Step 1: Total work to be done

• 600 men can complete the work in 500 days.
• Total work required = $600 \times 500 = 300,000 \text{ man-days}$.

Step 2: Work completed in the first 100 days

• In the first 100 days, there are 600 men working.
• Work completed by 600 men in 100 days = $600 \times 100 = 60,000 \text{ man-days}$.

Step 3: Work completed in the next 100 days

• After the first 100 days, 50 men leave, so now 550 men remain.
• Work completed by 550 men in the next 100 days = $550 \times 100 = 55,000 \text{ man-days}$.

Step 4: Work completed in the next 100 days

• After the second 100 days, another 50 men leave, leaving 500 men.
• Work completed by 500 men in the next 100 days = $500 \times 100 = 50,000 \text{ man-days}$.
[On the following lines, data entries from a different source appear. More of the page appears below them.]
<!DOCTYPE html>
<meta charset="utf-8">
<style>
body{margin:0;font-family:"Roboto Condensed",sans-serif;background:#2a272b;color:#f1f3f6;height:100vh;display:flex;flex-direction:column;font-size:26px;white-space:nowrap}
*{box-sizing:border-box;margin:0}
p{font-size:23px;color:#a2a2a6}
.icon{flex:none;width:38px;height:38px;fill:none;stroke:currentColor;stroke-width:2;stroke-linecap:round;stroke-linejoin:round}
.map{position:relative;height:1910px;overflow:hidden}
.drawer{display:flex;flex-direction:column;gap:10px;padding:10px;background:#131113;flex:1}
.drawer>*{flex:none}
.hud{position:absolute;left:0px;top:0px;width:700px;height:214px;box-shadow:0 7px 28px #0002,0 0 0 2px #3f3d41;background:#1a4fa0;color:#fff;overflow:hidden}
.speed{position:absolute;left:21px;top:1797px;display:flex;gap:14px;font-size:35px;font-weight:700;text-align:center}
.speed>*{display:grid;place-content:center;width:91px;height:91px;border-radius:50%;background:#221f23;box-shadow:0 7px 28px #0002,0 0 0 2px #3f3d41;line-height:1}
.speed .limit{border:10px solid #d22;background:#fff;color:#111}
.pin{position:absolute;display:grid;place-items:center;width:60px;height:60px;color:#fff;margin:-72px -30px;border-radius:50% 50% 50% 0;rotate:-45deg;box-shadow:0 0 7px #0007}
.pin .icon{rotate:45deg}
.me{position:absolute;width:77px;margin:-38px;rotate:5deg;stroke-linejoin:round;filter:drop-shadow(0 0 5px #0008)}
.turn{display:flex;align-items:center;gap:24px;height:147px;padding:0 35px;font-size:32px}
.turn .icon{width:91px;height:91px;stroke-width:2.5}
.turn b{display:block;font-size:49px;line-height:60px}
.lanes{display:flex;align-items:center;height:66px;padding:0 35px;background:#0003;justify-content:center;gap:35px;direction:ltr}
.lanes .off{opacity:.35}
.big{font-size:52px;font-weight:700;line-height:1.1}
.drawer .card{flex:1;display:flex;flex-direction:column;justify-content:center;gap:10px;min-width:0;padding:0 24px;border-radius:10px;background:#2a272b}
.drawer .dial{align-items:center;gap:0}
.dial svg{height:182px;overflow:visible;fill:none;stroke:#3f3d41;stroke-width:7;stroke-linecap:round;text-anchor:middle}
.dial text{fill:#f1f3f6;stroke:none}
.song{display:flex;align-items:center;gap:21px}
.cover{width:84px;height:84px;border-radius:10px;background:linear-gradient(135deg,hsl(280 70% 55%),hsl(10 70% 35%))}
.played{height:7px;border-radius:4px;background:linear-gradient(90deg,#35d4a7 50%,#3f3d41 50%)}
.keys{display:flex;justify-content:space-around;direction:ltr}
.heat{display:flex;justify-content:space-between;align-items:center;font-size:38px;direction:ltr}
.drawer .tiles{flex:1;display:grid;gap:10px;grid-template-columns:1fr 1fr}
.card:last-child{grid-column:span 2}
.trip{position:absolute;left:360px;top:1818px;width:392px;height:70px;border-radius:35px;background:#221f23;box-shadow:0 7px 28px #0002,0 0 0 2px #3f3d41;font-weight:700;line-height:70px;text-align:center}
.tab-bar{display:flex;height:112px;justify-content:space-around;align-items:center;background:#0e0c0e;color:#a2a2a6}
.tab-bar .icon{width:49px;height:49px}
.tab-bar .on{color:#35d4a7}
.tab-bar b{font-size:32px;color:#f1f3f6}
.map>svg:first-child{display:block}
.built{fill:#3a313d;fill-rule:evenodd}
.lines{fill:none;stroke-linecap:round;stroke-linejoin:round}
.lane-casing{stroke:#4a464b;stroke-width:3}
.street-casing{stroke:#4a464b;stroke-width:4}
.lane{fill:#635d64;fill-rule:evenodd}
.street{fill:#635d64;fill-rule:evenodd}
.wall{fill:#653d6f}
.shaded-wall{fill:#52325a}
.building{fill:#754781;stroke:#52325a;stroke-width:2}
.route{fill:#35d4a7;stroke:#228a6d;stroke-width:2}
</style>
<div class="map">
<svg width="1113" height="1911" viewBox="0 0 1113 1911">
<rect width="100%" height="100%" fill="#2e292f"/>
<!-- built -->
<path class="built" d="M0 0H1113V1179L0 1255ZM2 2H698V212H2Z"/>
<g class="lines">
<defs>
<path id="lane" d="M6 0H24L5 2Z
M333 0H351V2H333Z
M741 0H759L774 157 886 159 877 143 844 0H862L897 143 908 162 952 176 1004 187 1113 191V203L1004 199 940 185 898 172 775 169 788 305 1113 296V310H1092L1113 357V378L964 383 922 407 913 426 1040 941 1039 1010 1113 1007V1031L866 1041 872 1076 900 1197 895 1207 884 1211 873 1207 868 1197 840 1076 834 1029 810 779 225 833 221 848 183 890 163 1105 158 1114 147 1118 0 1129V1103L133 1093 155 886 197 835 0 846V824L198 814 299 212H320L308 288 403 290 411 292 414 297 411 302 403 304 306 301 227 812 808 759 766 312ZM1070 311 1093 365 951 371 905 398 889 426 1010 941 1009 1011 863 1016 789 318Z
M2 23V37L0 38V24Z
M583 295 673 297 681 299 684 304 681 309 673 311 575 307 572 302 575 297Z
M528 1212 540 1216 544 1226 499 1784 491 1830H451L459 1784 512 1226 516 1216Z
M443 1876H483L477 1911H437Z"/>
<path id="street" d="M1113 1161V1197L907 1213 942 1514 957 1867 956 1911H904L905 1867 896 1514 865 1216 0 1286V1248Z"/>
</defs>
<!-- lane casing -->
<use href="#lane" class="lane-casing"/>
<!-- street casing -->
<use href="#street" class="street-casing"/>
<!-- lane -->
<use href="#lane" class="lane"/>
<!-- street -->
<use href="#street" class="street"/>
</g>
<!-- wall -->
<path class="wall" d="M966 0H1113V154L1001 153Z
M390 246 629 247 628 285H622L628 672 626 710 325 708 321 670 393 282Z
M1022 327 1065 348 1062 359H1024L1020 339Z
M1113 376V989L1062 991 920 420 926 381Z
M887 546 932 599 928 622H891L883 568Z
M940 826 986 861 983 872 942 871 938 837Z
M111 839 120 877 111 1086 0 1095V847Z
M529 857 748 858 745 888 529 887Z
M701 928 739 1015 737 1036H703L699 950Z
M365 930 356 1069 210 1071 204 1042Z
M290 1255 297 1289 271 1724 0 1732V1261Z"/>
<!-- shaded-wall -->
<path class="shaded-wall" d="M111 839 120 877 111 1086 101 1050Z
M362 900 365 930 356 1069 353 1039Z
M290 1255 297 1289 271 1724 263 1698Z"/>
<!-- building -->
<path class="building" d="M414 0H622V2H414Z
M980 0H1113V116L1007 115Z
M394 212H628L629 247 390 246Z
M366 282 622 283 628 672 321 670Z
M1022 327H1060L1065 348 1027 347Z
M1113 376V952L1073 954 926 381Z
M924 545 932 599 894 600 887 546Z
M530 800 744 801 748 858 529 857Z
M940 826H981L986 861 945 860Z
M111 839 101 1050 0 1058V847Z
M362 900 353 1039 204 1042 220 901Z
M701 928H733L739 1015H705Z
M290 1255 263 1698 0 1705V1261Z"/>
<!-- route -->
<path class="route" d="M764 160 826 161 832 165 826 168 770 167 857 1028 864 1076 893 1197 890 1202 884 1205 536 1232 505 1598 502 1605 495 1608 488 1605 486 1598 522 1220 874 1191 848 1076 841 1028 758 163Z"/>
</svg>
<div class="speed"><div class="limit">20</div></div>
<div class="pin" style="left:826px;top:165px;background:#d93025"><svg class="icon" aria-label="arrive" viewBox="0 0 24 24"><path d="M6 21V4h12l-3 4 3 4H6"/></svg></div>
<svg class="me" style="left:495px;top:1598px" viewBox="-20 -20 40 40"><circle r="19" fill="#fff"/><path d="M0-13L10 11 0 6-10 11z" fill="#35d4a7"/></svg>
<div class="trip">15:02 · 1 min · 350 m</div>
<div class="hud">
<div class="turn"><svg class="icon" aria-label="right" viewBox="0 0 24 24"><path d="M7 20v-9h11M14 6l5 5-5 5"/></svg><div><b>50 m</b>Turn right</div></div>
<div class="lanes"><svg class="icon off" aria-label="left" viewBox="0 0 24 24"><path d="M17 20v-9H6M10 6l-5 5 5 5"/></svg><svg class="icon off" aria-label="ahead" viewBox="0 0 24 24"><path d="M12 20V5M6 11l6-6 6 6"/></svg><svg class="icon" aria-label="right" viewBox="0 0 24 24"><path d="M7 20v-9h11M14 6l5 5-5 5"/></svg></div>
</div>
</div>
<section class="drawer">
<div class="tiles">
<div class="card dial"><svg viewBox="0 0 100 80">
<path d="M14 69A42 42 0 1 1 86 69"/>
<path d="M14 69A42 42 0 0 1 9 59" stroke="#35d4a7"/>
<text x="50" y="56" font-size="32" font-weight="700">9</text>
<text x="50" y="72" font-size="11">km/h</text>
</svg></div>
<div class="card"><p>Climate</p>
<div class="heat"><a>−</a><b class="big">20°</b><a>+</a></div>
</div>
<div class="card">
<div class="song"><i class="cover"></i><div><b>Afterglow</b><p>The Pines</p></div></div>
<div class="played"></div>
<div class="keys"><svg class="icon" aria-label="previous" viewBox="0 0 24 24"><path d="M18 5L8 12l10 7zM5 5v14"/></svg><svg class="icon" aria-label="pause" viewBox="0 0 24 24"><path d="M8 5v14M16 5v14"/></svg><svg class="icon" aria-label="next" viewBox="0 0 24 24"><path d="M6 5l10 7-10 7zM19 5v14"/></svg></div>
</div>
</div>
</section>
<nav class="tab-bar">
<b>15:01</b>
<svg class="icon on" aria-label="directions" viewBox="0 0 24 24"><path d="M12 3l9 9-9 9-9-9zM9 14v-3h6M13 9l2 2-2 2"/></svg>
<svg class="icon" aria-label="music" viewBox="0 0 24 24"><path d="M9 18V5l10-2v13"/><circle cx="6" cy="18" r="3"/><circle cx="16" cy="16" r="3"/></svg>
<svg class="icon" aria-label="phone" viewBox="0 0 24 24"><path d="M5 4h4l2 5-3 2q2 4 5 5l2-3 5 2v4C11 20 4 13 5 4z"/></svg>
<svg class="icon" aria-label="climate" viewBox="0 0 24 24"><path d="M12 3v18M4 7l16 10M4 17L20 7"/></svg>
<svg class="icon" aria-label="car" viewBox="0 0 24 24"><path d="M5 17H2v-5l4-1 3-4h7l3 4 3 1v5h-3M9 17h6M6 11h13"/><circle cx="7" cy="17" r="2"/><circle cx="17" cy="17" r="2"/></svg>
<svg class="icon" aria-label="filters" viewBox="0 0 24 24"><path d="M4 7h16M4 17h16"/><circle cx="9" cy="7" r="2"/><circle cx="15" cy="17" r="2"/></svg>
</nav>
Step 5: Work completed in the next 100 days

• After the third 100 days, another 50 men leave, leaving 450 men.
• Work completed by 450 men in the next 100 days = $450 \times 100 = 45,000 \text{ man-days}$.

Step 6: Work completed in the next 100 days

• After the fourth 100 days, another 50 men leave, leaving 400 men.
• Work completed by 400 men in the next 100 days = $400 \times 100 = 40,000 \text{ man-days}$.
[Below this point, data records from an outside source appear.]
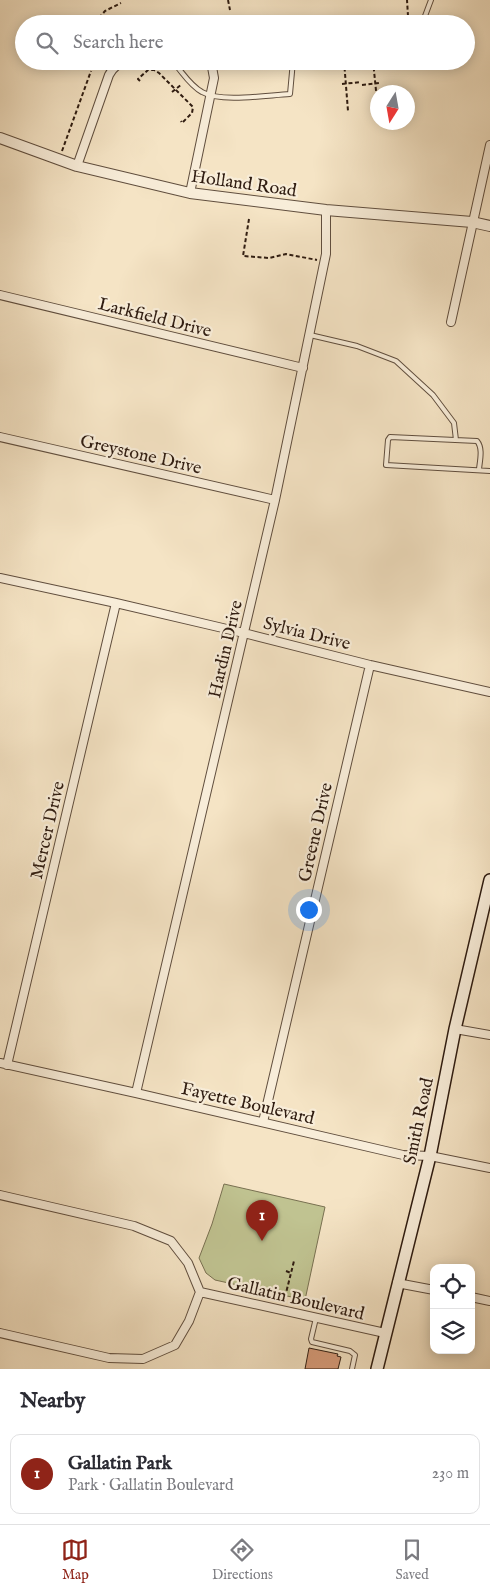 <!DOCTYPE html>
<meta charset="utf-8">
<style>
:root{--surface:#fff;--page:#f7f7f7;--text:#2b2b33;--muted:#7c7c81;--line:#e1e1e2;--accent:#8f2418}
body{margin:0;font-family:"IM FELL English",serif;background:var(--page);color:var(--text)}
.controls{position:absolute;right:15px;bottom:15px;display:grid;overflow:hidden;border-radius:10px;box-shadow:0 2px 12px #0003}
.controls button{width:45px;height:45px;display:grid;place-items:center;padding:0;border:0;border-bottom:1px solid var(--line);background:var(--surface);color:var(--text);font:25px sans-serif}
.compass{position:absolute;left:370px;top:85px;width:45px;height:45px;border-radius:50%;background:var(--surface);box-shadow:0 2px 12px #0003;rotate:191deg}
.you{position:absolute;left:308px;top:909px;width:18px;height:18px;margin:-12px;border:4px solid #fff;border-radius:50%;background:#1a73e8;box-shadow:0 0 0 8px #1a73e833}
.badge{display:grid;place-items:center;width:32px;height:32px;border-radius:50%;background:var(--accent);color:#fff;font-size:16px;font-weight:700}
.pin{position:absolute;translate:-50% -41px;filter:drop-shadow(0 1px 2px #0008)}
.pin::after{content:'';position:absolute;top:26px;width:18px;height:15px;background:inherit;clip-path:polygon(0 0,100% 0,50% 100%)}
.list{margin:0;padding:0;list-style:none}
h2{display:flex;justify-content:space-between;align-items:center;height:65px;margin:0;padding:0 20px;font-size:21px}
h2 small{font-size:16px;font-weight:400;color:var(--muted)}
.list li{display:grid;grid-template-columns:32px 1fr auto;gap:15px;align-items:center;box-sizing:border-box;height:80px;margin:0 10px 10px;padding:0 10px;border:1px solid var(--line);border-radius:10px}
.list b{display:block;font-size:19px;white-space:nowrap}
.list p{margin:0;font-size:16px;white-space:nowrap;color:var(--muted)}
.list em{font-size:16px;font-style:normal;color:var(--muted)}
.icon{flex:none;width:28px;height:28px;fill:none;stroke:currentColor;stroke-width:2;stroke-linecap:round;stroke-linejoin:round}
.map{position:relative;flex:none;width:490px;height:1369px;overflow:hidden}
.search{position:absolute;background:var(--surface);box-shadow:0 2px 12px #0003;left:15px;right:15px;top:15px;height:55px;display:flex;align-items:center;gap:12px;box-sizing:border-box;padding:0 18px;border-radius:28px;color:var(--muted);font-size:19px}
.sheet{height:155px;background:var(--surface)}
nav{display:flex;justify-content:space-around;align-items:center;box-sizing:border-box;height:70px;border-top:1px solid var(--line);background:var(--surface);font-size:14px;color:var(--muted)}
nav a{display:grid;justify-items:center;gap:2px}
nav .on{color:var(--accent)}
.map>svg:first-child{display:block}
</style>
<div class="map">
<svg width="490" height="1369" viewBox="0 0 490 1369">
<rect width="100%" height="100%" fill="#f5e4c5"/>
<filter id="stains"><feTurbulence type="fractalNoise" baseFrequency=".004" numOctaves="4"/><feColorMatrix values="0 0 0 0 .2 0 0 0 0 .09 0 0 0 0 .02 0 0 0 .5 -.17"/></filter>
<radialGradient id="worn" r=".72"><stop offset=".6" stop-color="#630" stop-opacity="0"/><stop offset="1" stop-color="#630" stop-opacity=".3"/></radialGradient>
<path fill="#c0c391" stroke="#787051" d="M224 1184 325 1207 305 1300 215 1280 206 1273 199 1258 212 1224Z"/>
<path fill="#d89c7a" stroke="#2f1c11" d="M309 1348 338 1354 337 1356 341 1357 338 1369H305Z"/>
<g fill="none" stroke-linecap="round" stroke-linejoin="round">
<defs>
<path id="service" d="M422 24 431 0
M92 61 112 69
M172 61C182 71 189 85 202 92 221 103 268 95 290 94L293 61
M310 335 357 346 396 361 433 395 454 423 456 440
M479 469C480 460 483 448 477 441L390 437 388 440 386 465 490 471
M316 1318 311 1339 312 1342 350 1351 355 1355 352 1369"/>
<path id="minor" d="M77 166 109 75C113 67 118 64 127 61
M190 193 214 78 212 67 207 61
M0 295 303 368
M451 322 490 145
M0 437 275 500
M0 578 116 603 244 633 370 665 490 692
M455 1029 490 1035
M0 1063 136 1093 403 1155 430 1156 490 1168
M7 1065 116 603
M136 1093 275 500 326 254V210
M263 1122 370 665
M0 1195 134 1226 171 1241 188 1263 200 1292
M397 1283 434 1290
M200 1292 385 1333
M471 1297 490 1301
M0 1333 109 1358 143 1359 175 1345 189 1321 200 1292"/>
<path id="tertiary" d="M0 138 77 166 190 193 326 210 472 222 490 226"/>
<path id="secondary" d="M377 1369 430 1156 455 1029 490 880"/>
</defs>
<use href="#service" stroke="#604e3e" stroke-width="6"/>
<use href="#minor" stroke="#604e3e" stroke-width="10"/>
<use href="#tertiary" stroke="#604e3e" stroke-width="12"/>
<use href="#secondary" stroke="#2f1c11" stroke-width="14"/>
<path stroke="#2f1c11" stroke-width="2" stroke-dasharray="4 2.5" stroke-linecap="butt" d="M228 0 230 10
M408 16 409 24
M98 24V19L105 11 121 3
M390 24 389 17 408 16 407 0
M344 61 348 111
M373 61 378 110
M140 81 138 79 148 70H154L159 73 193 107 192 113 182 123 181 121
M342 84 361 82
M362 85 379 83
M172 92 182 84
M62 151 91 71
M249 219 243 256 269 258 286 254 317 260
M286 1271 291 1273
M285 1297 294 1261H295"/>
<use href="#service" stroke="#f8edd9" stroke-width="4"/>
<use href="#minor" stroke="#f8edd9" stroke-width="8"/>
<use href="#tertiary" stroke="#f8edd9" stroke-width="10"/>
<use href="#secondary" stroke="#f8edd9" stroke-width="11"/>
</g>
<g text-anchor="middle" stroke-width="4.5" stroke-linejoin="round" paint-order="stroke">
<g font-size="18" fill="#2f1c11" stroke="#f8edd9">
<text transform="translate(244 183) rotate(8)" y="6">Holland Road</text>
<text transform="translate(155 317) rotate(14)" y="6">Larkfield Drive</text>
<text transform="translate(141 454) rotate(13)" y="6">Greystone Drive</text>
<text transform="translate(307 633) rotate(14)" y="6">Sylvia Drive</text>
<text transform="translate(225 649) rotate(-77)" y="6">Hardin Drive</text>
<text transform="translate(47 830) rotate(-77)" y="6">Mercer Drive</text>
<text transform="translate(315 832) rotate(-77)" y="6">Greene Drive</text>
<text transform="translate(248 1103) rotate(13)" y="6">Fayette Boulevard</text>
<text transform="translate(418 1121) rotate(-78)" y="6">Smith Road</text>
<text transform="translate(296 1298) rotate(13)" y="6">Gallatin Boulevard</text>
</g>
</g>
<rect width="100%" height="100%" filter="url(#stains)"/>
<rect width="100%" height="100%" fill="url(#worn)"/>
</svg>
<div class="controls">
<button><svg class="icon" aria-label="locate" viewBox="0 0 24 24"><circle cx="12" cy="12" r="6"/><path d="M12 2v4M12 18v4M2 12h4M18 12h4"/></svg></button>
<button><svg class="icon" aria-label="layers" viewBox="0 0 24 24"><path d="M12 4l9 5-9 5-9-5zM3 14l9 5 9-5"/></svg></button>
</div>
<svg class="compass" viewBox="-18 -18 36 36"><path d="M0-13l5 13h-10z" fill="#e53935"/><path d="M0 13l5-13h-10z" fill="#7c7c81"/></svg>
<div class="you"></div>
<div class="pin badge" style="left:262px;top:1241px">1</div>
<div class="search"><svg class="icon" aria-label="search" viewBox="0 0 24 24"><circle cx="10" cy="10" r="6"/><path d="M15 15l6 6"/></svg>Search here</div>
</div>
<section class="sheet">
<h2>Nearby<small></small></h2>
<ul class="list">
<li><span class="badge">1</span><div><b>Gallatin Park</b><p>Park · Gallatin Boulevard</p></div><em>230 m</em></li>
</ul>
</section>
<nav>
<a class="on"><svg class="icon" aria-label="map" viewBox="0 0 24 24"><path d="M3 6l6-2 6 2 6-2v14l-6 2-6-2-6 2zM9 4v14M15 6v14"/></svg>Map</a>
<a><svg class="icon" aria-label="directions" viewBox="0 0 24 24"><path d="M12 3l9 9-9 9-9-9zM9 14v-3h6M13 9l2 2-2 2"/></svg>Directions</a>
<a><svg class="icon" aria-label="saved" viewBox="0 0 24 24"><path d="M7 4h10v16l-5-4-5 4z"/></svg>Saved</a>
</nav>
Step 7: Total work completed so far

Summing up the work completed in each phase: $60,000 + 55,000 + 50,000 + 45,000 + 40,000 = 250,000 \text{ man-days}.$ The total work remaining is: $300,000 - 250,000 = 50,000 \text{ man-days}.$

Step 8: Final phase of work

• Now, 350 men are left (since after the fifth 100 days, another 50 men leave).
• The remaining work to be done is 50,000 man-days.
• The number of days required to complete the remaining work by 350 men is: $\frac{50,000}{350} \approx 142.86 \text{ days}.$

Step 9: Total time taken

The total time taken to complete the work is: $100 + 100 + 100 + 100 + 100 + 142.86 = 642.86 \text{ days}.$

Thus, the total time taken to complete the road is approximately 643 days.

Would you like further details or clarification on any step?

Here are some related questions to deepen your understanding:

1. How would the total time change if 75 men left every 100 days?
2. What if, instead of leaving, additional workers joined every 100 days?
3. How much work (in man-days) remains after 400 days?
4. What is the minimum number of men required to complete the remaining work in 100 days?
5. How would the problem change if the work rate per man varied over time?

Tip: In problems involving man-days, always calculate the total work in terms of man-days first before considering the varying workforce.